Exercise description:
Please give back all the records exactly, but keep the pictures out.

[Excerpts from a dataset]
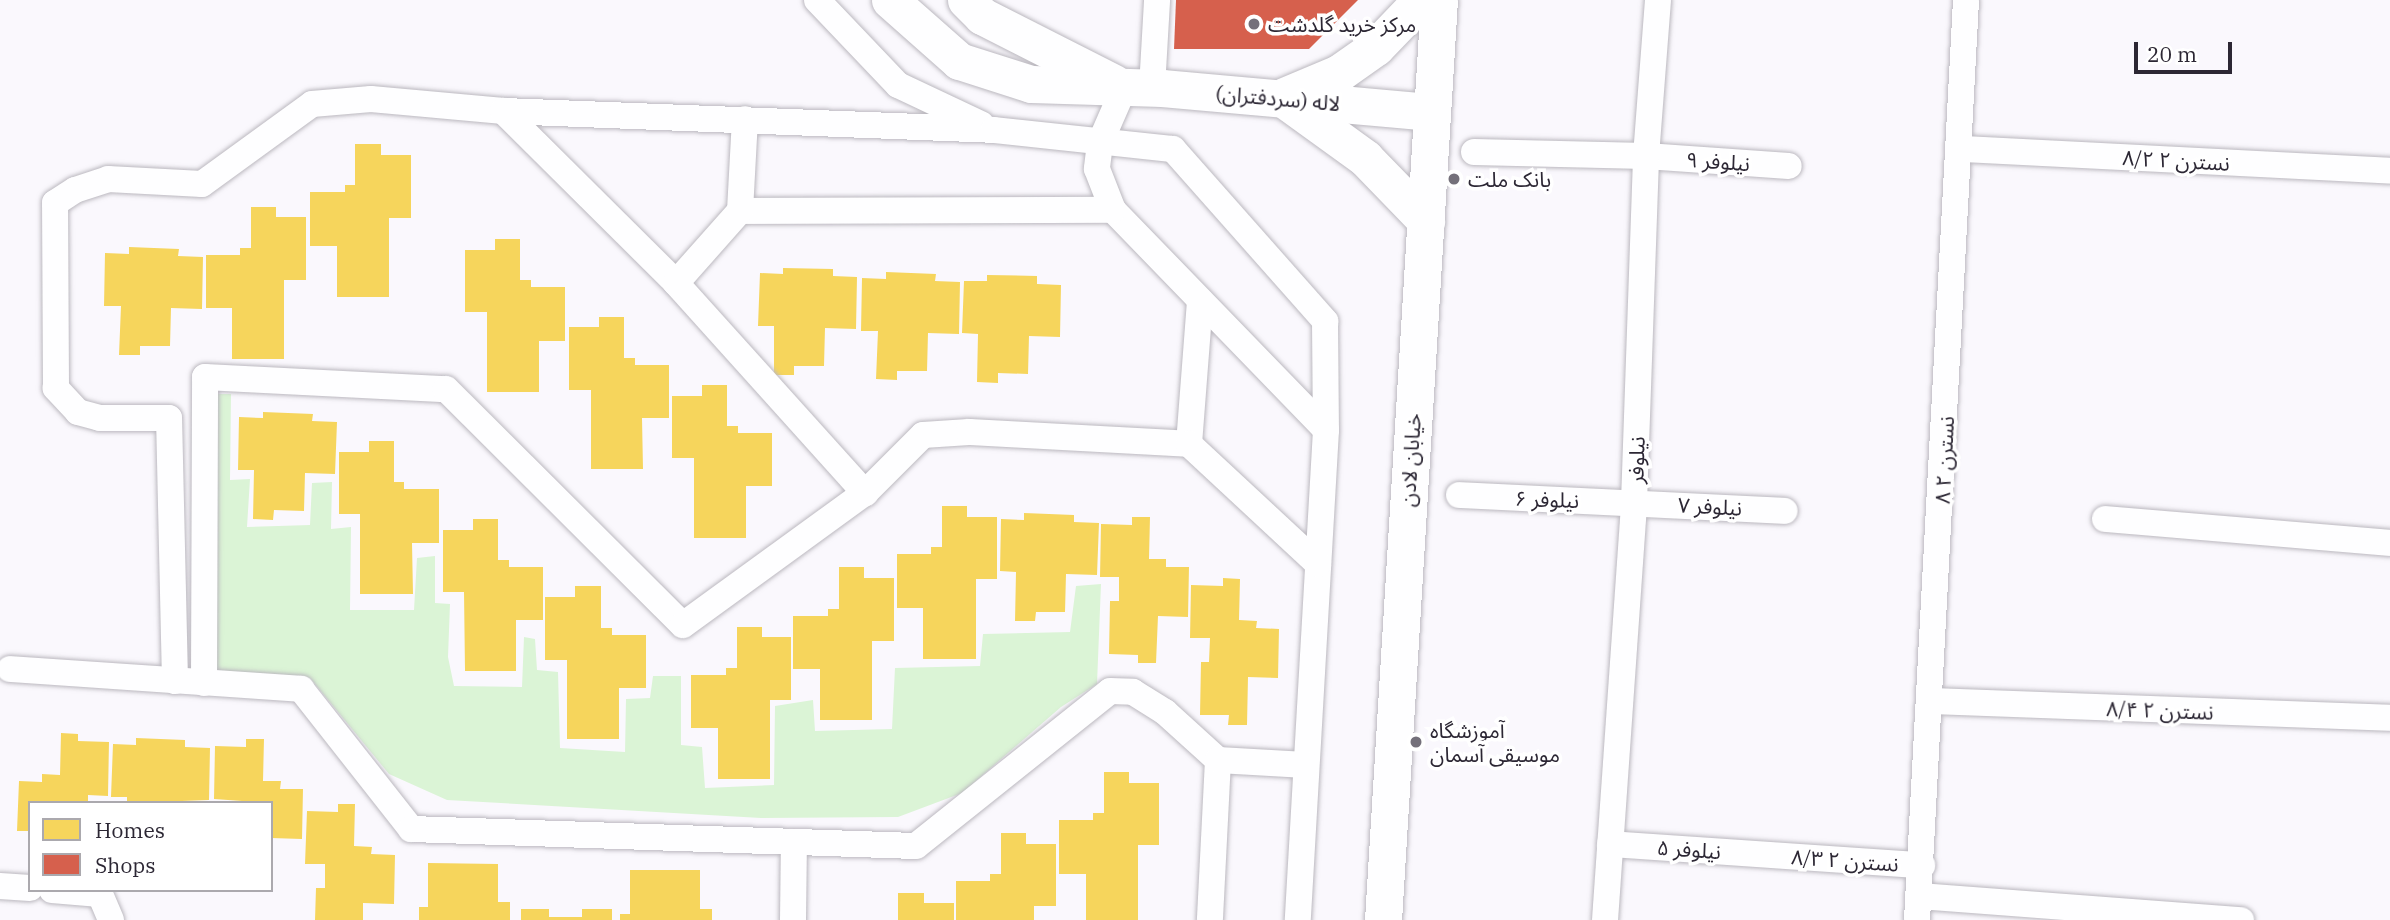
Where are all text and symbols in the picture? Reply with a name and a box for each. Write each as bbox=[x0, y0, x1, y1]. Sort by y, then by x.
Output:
place label: مرکز خرید گلدشت bbox=[1268, 11, 1416, 37]
marker: مرکز خرید گلدشت bbox=[1246, 16, 1262, 32]
scale bar bbox=[2138, 28, 2236, 72]
text: 20 m bbox=[2147, 40, 2197, 68]
street label: لاله (سردفتران) bbox=[1215, 80, 1341, 116]
street label: ۸/۲ نسترن ۲ bbox=[2122, 145, 2230, 175]
street label: ۹ نیلوفر bbox=[1685, 146, 1751, 176]
place label: بانک ملت bbox=[1468, 166, 1551, 192]
marker: بانک ملت bbox=[1446, 171, 1462, 187]
street label: خیابان لادن bbox=[1394, 412, 1426, 508]
street label: ۸ نسترن ۲ bbox=[1929, 416, 1959, 504]
street label: نیلوفر bbox=[1623, 436, 1649, 484]
street label: ۶ نیلوفر bbox=[1514, 485, 1580, 513]
street label: ۷ نیلوفر bbox=[1677, 492, 1743, 520]
street label: ۸/۴ نسترن ۲ bbox=[2106, 696, 2214, 724]
place label: آموزشگاه موسیقی آسمان bbox=[1430, 717, 1560, 767]
marker: آموزشگاه موسیقی آسمان bbox=[1408, 734, 1424, 750]
legend bbox=[28, 801, 273, 892]
text: Homes bbox=[95, 816, 165, 844]
street label: ۵ نیلوفر bbox=[1656, 834, 1722, 864]
street label: ۸/۳ نسترن ۲ bbox=[1791, 844, 1899, 876]
text: Shops bbox=[95, 851, 155, 879]

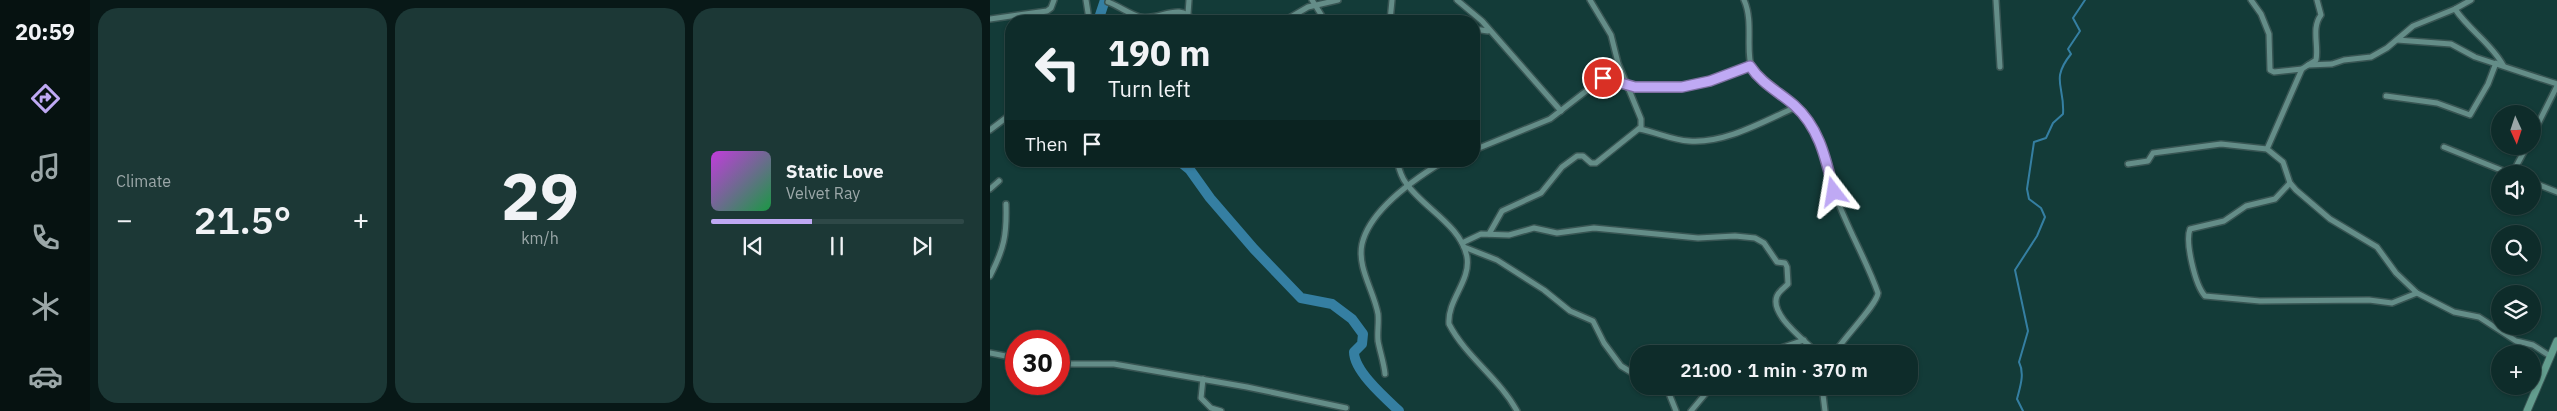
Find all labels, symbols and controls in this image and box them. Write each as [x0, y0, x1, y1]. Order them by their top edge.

Reply to the exercise:
Where are all text and symbols in the picture? Reply with a name and a box for each. Write each as bbox=[x0, y0, x1, y1]. Sort by y, then by x.
Output:
place label: مرکز خرید گلدشت bbox=[1268, 11, 1416, 37]
marker: مرکز خرید گلدشت bbox=[1246, 16, 1262, 32]
scale bar bbox=[2138, 28, 2236, 72]
text: 20 m bbox=[2147, 40, 2197, 68]
street label: لاله (سردفتران) bbox=[1215, 80, 1341, 116]
street label: ۸/۲ نسترن ۲ bbox=[2122, 145, 2230, 175]
street label: ۹ نیلوفر bbox=[1685, 146, 1751, 176]
place label: بانک ملت bbox=[1468, 166, 1551, 192]
marker: بانک ملت bbox=[1446, 171, 1462, 187]
street label: خیابان لادن bbox=[1394, 412, 1426, 508]
street label: ۸ نسترن ۲ bbox=[1929, 416, 1959, 504]
street label: نیلوفر bbox=[1623, 436, 1649, 484]
street label: ۶ نیلوفر bbox=[1514, 485, 1580, 513]
street label: ۷ نیلوفر bbox=[1677, 492, 1743, 520]
street label: ۸/۴ نسترن ۲ bbox=[2106, 696, 2214, 724]
place label: آموزشگاه موسیقی آسمان bbox=[1430, 717, 1560, 767]
marker: آموزشگاه موسیقی آسمان bbox=[1408, 734, 1424, 750]
legend bbox=[28, 801, 273, 892]
text: Homes bbox=[95, 816, 165, 844]
street label: ۵ نیلوفر bbox=[1656, 834, 1722, 864]
street label: ۸/۳ نسترن ۲ bbox=[1791, 844, 1899, 876]
text: Shops bbox=[95, 851, 155, 879]

Find all labels, symbols and controls in this image and box them. Write each as [x0, y0, x1, y1]. Order them by their top edge.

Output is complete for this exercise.